- Russian: Шкурник
- Directed by: Mykola Shpykovskyi [uk]
- Written by: Vadym Okhremenko [uk]; Boris Rozenzvejg; Mykola Shpykovskyi;
- Starring: Ivan Sadovskiy [uk]; Luka Lyashenko [uk]; Dmytro Kapka [uk];
- Cinematography: Aleksei Pankratyev
- Production company: All-Ukrainian Photo Cinema Administration
- Release date: 1929;
- Running time: 75 minutes
- Country: Soviet Union
- Languages: Silent film Russian intertitles

= The Self Seeker =

1929 film

The Self Seeker (Шкурник) is a 1929 Soviet Ukrainian comedy road film directed by Mykola Shpykovskyi.

== Plot ==
The film takes place during the Civil War in Ukraine. It follows Apollon Shmyguev, a man who is "neutral" to all regimes and is concerned only with his own selfish interests. Riding a Bactrian camel throughout Ukraine, he attempts to profit from each side of the conflict, including the Reds, the Whites, and the anarchists.

== Cast ==
- Ivan Sadovskiy as Apollon Shmyguev
- Luka Lyashenko as the Head of Partisans
- Dmytro Kapka as the Colonel
- Dora Feller-Shpikovska as the Commissar
- S. Vlasenko as Chief of the bootlegging check-point

== Reception ==
The film received mixed reception upon its release. In Osip Mandelstam's review of the film, he noted the particularly fairytale-like approach to the storyline and the outstanding cinematography.

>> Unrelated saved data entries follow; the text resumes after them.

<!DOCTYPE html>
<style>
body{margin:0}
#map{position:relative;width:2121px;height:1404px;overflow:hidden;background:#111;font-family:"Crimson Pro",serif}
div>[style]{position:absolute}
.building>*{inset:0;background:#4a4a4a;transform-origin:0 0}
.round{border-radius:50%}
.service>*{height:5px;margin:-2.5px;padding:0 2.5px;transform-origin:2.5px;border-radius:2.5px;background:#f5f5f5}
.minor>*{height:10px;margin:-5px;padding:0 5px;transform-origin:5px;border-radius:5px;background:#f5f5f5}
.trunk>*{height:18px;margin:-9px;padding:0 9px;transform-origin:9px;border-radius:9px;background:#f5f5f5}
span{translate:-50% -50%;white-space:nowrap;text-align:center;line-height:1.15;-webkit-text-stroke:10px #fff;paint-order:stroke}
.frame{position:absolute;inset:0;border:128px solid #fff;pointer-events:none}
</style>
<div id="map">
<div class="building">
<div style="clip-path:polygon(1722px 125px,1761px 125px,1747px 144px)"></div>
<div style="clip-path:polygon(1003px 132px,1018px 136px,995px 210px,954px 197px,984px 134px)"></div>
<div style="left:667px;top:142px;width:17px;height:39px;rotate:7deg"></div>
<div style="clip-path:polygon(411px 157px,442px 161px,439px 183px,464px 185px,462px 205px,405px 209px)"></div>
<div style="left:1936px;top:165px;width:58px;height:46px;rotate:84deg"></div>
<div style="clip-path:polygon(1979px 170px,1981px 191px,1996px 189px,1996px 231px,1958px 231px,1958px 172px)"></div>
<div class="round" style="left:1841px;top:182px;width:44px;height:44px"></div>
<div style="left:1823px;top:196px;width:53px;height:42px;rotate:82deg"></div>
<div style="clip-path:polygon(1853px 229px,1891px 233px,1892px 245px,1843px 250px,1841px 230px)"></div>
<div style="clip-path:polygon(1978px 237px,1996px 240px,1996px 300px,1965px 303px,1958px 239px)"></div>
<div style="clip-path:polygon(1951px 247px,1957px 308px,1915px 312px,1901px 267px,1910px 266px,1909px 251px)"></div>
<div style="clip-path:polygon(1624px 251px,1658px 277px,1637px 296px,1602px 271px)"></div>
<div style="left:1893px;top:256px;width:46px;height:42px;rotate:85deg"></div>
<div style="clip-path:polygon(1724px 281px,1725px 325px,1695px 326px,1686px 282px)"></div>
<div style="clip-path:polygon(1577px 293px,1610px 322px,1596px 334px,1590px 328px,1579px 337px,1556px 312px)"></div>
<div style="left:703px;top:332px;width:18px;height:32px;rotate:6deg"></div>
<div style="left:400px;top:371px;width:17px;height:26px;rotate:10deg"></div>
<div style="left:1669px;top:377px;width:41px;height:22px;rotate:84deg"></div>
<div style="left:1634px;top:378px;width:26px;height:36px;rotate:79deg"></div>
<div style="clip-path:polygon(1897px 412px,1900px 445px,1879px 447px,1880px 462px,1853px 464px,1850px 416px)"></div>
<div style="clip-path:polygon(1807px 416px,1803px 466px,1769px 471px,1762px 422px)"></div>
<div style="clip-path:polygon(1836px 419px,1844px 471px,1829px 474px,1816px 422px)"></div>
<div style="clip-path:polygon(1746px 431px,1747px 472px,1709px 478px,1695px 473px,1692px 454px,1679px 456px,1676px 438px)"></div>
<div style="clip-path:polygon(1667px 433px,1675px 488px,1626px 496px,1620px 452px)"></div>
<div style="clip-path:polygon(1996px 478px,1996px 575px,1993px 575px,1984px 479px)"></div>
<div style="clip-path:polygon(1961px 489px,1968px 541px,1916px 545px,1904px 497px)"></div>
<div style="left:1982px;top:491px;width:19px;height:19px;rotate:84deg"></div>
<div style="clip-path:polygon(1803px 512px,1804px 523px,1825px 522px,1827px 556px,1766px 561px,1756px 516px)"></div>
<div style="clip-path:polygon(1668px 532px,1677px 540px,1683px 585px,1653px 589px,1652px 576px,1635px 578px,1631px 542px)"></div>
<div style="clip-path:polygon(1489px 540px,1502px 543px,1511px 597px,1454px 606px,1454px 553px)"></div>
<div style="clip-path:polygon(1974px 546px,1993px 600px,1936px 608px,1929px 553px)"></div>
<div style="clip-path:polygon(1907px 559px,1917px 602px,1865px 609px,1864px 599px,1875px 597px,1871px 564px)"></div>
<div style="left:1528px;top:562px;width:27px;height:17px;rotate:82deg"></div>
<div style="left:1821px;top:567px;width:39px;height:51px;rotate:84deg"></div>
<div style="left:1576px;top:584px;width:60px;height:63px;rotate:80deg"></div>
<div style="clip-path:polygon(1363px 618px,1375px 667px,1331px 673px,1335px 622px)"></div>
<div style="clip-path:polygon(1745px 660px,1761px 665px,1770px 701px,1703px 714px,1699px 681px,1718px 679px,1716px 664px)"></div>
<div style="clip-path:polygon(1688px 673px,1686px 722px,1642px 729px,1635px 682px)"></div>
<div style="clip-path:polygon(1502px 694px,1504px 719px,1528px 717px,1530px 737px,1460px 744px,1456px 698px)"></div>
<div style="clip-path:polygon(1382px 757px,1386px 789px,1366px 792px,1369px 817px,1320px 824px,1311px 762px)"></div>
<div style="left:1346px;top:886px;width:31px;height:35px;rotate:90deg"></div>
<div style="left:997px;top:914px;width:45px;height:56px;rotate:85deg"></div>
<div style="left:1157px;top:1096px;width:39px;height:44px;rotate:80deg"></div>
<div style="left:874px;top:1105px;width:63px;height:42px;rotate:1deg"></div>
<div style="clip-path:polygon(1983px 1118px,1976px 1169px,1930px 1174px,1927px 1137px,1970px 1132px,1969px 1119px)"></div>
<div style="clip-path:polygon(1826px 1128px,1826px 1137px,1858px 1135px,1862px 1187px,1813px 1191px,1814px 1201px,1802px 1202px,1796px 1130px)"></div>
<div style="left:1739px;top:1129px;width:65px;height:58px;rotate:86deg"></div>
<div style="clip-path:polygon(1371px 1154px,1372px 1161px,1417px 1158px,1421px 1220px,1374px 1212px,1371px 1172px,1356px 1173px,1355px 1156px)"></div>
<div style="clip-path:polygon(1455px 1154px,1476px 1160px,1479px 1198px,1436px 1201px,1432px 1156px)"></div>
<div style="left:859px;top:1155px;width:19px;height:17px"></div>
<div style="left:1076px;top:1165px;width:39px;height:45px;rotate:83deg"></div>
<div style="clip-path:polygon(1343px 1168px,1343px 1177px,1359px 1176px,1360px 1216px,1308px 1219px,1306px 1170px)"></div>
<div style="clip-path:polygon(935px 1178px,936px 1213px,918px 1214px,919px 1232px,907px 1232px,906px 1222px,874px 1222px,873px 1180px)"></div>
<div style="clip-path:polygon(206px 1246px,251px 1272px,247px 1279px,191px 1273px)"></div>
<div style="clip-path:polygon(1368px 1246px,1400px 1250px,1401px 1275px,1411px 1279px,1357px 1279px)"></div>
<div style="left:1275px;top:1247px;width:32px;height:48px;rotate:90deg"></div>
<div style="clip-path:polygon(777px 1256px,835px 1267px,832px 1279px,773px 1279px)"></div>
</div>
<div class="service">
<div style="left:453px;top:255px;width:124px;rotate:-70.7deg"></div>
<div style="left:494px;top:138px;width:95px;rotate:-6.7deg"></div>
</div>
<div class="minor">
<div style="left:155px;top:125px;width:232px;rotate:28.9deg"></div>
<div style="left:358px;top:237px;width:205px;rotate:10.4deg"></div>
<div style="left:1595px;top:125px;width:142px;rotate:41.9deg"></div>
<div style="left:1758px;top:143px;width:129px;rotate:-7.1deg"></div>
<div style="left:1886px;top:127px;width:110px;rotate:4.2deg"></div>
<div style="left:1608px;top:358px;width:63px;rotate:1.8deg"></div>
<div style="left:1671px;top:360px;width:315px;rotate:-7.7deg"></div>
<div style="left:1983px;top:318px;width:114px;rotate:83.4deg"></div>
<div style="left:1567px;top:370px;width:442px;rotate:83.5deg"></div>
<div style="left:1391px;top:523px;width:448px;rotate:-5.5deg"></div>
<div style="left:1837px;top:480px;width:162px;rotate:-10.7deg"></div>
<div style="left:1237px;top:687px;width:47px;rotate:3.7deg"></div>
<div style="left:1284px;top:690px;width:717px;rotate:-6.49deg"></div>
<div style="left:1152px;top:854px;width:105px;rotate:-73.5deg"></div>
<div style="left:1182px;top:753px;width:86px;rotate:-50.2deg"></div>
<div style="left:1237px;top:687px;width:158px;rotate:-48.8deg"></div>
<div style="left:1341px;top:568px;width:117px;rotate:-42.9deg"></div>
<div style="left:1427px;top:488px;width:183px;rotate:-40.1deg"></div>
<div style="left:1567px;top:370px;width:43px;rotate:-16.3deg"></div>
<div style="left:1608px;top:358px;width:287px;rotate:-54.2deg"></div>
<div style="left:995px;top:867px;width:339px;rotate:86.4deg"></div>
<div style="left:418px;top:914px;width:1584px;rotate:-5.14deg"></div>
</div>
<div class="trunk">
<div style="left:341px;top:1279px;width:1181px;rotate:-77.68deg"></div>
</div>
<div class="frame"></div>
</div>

However, he also lamented that the director had failed to adequately develop the plot and had ruined it with "unnecessary propaganda": "some evil genius told Shpikovsky that, alongside the folkloric theme of the camel spy, and even in contrast to it, the theme of labour and farming must be strengthened and developed." The film was soon withdrawn from distribution by the State Committee for Cinematography, which criticised its "vile lampooning" of the civil war and depiction of the Red Army and Soviet authorities as idiotic.

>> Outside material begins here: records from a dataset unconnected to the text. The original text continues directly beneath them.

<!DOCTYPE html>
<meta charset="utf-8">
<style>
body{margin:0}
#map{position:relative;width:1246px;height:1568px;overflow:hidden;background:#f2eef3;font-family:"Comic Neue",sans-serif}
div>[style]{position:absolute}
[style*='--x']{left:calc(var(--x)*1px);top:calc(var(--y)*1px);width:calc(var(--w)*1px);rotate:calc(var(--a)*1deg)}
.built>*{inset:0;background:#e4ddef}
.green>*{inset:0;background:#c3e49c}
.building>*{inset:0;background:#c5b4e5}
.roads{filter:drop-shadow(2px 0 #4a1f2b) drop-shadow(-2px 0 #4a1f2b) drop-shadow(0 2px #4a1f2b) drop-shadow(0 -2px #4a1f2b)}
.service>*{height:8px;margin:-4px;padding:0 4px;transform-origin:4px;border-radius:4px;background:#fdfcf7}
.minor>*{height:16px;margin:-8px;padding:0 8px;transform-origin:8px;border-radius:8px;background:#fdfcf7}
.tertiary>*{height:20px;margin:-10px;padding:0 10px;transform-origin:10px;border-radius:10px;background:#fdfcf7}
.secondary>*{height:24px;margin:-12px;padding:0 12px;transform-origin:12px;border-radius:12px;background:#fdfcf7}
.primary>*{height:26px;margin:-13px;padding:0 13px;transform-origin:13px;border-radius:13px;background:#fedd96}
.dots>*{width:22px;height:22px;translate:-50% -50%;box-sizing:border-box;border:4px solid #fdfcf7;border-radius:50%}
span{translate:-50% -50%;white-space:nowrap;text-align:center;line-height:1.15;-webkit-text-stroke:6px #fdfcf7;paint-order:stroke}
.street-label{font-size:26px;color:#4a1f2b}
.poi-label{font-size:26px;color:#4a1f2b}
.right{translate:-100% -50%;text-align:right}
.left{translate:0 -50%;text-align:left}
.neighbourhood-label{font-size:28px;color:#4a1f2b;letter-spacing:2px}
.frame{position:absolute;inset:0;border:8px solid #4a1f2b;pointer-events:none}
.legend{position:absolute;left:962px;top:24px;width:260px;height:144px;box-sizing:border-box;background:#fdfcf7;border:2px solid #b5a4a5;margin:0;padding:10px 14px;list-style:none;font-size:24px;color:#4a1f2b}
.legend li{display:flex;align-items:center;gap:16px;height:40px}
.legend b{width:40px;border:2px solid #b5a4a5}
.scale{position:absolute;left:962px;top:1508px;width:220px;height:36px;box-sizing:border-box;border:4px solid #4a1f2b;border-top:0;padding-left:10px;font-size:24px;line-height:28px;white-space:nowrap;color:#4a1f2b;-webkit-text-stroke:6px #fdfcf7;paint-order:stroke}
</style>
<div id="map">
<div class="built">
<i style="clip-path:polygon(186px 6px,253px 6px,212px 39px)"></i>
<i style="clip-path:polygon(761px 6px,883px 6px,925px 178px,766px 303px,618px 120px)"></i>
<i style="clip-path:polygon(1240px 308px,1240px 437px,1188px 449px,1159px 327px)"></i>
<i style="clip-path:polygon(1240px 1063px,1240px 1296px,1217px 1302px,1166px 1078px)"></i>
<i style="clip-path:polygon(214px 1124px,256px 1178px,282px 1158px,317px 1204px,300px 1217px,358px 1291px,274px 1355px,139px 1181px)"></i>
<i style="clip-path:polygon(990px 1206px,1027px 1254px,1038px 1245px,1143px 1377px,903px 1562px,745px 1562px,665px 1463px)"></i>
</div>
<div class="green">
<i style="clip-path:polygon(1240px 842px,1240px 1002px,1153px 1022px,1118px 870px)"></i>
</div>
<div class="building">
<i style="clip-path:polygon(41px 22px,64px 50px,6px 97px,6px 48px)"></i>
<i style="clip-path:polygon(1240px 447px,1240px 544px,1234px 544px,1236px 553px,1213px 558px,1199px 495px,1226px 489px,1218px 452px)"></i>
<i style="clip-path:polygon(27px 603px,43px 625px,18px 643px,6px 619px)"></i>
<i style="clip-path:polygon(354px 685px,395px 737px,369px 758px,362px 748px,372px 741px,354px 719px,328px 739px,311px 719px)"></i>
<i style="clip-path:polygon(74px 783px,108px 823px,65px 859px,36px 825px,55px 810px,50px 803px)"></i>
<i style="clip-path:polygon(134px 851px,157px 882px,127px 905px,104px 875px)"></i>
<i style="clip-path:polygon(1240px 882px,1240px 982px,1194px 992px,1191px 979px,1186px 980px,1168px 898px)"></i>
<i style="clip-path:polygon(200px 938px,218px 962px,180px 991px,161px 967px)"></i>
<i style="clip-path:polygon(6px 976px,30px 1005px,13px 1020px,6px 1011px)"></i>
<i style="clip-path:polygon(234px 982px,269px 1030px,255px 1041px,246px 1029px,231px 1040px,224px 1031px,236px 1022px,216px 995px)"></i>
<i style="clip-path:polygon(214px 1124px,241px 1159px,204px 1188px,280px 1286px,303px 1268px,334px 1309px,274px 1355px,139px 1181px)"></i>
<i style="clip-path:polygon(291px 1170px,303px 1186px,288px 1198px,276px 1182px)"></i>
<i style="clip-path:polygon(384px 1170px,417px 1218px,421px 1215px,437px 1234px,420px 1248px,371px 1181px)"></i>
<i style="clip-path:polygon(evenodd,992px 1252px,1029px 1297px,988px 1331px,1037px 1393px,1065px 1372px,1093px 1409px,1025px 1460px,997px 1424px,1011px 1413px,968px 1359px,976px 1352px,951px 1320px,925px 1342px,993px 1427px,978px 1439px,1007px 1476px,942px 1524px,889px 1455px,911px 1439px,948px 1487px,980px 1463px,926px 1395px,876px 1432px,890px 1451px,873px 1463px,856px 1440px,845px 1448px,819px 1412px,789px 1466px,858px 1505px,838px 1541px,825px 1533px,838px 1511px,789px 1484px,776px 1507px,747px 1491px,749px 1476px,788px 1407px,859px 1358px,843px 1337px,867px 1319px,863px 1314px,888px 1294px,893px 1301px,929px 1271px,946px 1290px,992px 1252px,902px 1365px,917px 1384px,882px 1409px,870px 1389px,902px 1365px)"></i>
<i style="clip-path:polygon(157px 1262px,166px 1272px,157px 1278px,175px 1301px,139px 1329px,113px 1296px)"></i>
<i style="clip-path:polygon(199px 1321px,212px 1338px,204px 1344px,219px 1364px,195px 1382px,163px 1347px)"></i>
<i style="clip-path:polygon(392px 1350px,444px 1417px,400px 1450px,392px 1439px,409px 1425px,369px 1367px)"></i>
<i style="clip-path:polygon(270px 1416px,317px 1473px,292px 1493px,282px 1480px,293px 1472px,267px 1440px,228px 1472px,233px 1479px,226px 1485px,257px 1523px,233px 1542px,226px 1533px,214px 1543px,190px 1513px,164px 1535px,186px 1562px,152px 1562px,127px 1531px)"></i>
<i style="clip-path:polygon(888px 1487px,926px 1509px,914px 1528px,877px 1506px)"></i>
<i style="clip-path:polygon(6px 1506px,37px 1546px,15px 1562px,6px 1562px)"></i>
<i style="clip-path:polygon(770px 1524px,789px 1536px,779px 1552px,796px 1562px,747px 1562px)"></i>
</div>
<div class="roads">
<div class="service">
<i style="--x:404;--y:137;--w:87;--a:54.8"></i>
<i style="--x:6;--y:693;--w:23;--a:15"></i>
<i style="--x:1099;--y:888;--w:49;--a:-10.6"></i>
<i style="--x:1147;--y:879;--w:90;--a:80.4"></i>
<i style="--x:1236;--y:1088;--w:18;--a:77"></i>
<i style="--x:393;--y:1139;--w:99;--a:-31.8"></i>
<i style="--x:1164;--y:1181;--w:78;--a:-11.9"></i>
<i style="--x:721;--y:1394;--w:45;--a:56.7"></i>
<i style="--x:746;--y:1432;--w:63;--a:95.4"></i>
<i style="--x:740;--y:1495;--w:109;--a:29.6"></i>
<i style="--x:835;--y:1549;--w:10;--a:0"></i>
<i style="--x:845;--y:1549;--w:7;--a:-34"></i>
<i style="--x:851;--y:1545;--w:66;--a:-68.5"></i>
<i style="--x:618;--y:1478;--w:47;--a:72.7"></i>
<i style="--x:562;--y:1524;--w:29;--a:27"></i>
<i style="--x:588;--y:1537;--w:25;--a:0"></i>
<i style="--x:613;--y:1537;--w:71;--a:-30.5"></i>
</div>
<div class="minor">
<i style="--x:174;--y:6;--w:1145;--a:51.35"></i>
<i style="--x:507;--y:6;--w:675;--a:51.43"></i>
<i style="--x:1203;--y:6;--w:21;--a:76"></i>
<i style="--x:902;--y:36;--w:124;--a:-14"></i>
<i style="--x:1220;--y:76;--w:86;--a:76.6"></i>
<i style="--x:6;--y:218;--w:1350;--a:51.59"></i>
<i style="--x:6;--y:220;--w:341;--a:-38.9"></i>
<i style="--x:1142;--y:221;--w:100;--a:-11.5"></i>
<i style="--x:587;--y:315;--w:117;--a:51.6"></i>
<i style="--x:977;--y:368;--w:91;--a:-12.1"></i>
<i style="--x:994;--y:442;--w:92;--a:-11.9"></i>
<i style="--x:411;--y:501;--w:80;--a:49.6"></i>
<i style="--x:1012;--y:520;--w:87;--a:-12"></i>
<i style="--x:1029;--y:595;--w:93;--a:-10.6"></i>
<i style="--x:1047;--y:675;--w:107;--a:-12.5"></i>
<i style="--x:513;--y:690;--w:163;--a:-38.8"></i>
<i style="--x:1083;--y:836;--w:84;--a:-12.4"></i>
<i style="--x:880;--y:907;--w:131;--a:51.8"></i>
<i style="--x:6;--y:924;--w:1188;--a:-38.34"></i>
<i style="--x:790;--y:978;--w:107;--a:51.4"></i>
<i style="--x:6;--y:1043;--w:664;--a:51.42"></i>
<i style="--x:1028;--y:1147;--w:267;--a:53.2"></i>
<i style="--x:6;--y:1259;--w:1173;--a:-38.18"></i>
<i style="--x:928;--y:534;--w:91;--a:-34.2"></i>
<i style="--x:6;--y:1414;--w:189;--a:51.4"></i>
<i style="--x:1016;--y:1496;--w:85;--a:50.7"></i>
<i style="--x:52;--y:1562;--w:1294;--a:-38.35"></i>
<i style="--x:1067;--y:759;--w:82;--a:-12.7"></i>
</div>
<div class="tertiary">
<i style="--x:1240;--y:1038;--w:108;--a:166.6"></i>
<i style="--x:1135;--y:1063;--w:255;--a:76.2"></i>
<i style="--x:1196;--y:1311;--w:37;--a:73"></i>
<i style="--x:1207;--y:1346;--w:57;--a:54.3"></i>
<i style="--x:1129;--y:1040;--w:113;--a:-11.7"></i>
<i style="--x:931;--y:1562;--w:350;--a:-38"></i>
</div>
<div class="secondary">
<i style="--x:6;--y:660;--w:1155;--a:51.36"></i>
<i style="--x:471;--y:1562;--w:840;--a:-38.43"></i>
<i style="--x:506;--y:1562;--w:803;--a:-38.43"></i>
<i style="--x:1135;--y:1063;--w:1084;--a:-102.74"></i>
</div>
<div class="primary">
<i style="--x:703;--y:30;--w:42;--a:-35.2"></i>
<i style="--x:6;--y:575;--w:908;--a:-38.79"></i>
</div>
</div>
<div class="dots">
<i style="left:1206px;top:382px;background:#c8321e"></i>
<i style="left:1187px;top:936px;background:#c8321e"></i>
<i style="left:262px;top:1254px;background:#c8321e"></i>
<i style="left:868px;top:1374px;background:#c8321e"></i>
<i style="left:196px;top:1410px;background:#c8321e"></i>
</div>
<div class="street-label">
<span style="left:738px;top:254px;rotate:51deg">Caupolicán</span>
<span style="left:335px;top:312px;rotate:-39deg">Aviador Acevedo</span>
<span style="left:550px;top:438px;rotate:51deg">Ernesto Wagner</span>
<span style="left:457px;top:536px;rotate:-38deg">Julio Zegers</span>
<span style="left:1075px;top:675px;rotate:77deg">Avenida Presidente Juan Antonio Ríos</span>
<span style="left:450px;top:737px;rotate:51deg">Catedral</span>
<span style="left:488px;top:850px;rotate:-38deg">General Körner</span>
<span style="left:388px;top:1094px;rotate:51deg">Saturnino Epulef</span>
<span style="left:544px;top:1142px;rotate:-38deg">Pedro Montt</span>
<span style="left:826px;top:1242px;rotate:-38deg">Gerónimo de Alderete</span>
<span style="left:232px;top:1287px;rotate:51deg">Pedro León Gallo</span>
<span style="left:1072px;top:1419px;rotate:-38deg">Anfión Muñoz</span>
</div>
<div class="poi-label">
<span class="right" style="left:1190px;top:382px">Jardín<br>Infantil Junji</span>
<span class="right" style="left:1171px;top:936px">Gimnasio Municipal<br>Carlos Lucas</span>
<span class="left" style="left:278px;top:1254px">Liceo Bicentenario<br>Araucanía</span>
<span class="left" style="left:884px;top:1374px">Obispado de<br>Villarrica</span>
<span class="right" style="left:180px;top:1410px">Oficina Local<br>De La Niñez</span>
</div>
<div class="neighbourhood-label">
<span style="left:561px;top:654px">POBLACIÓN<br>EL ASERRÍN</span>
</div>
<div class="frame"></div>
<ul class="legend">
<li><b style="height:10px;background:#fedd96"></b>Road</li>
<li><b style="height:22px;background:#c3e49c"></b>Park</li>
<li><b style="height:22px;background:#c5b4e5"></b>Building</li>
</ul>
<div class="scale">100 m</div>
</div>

For a long time, the film was considered lost, but in the 2000s, it was discovered in a film archive, restored, and shown at the Kyiv International Film Festival. Contemporary critics, in contrast to Mandelstam, have praised the film's "revolutionary, avant-garde nature," its timeliness, and its freedom from clichés and ideology. In its 2021 list of the 100 best films in the history of Ukrainian cinema, the National Oleksandr Dovzhenko Film Centre placed The Self Seeker at #31.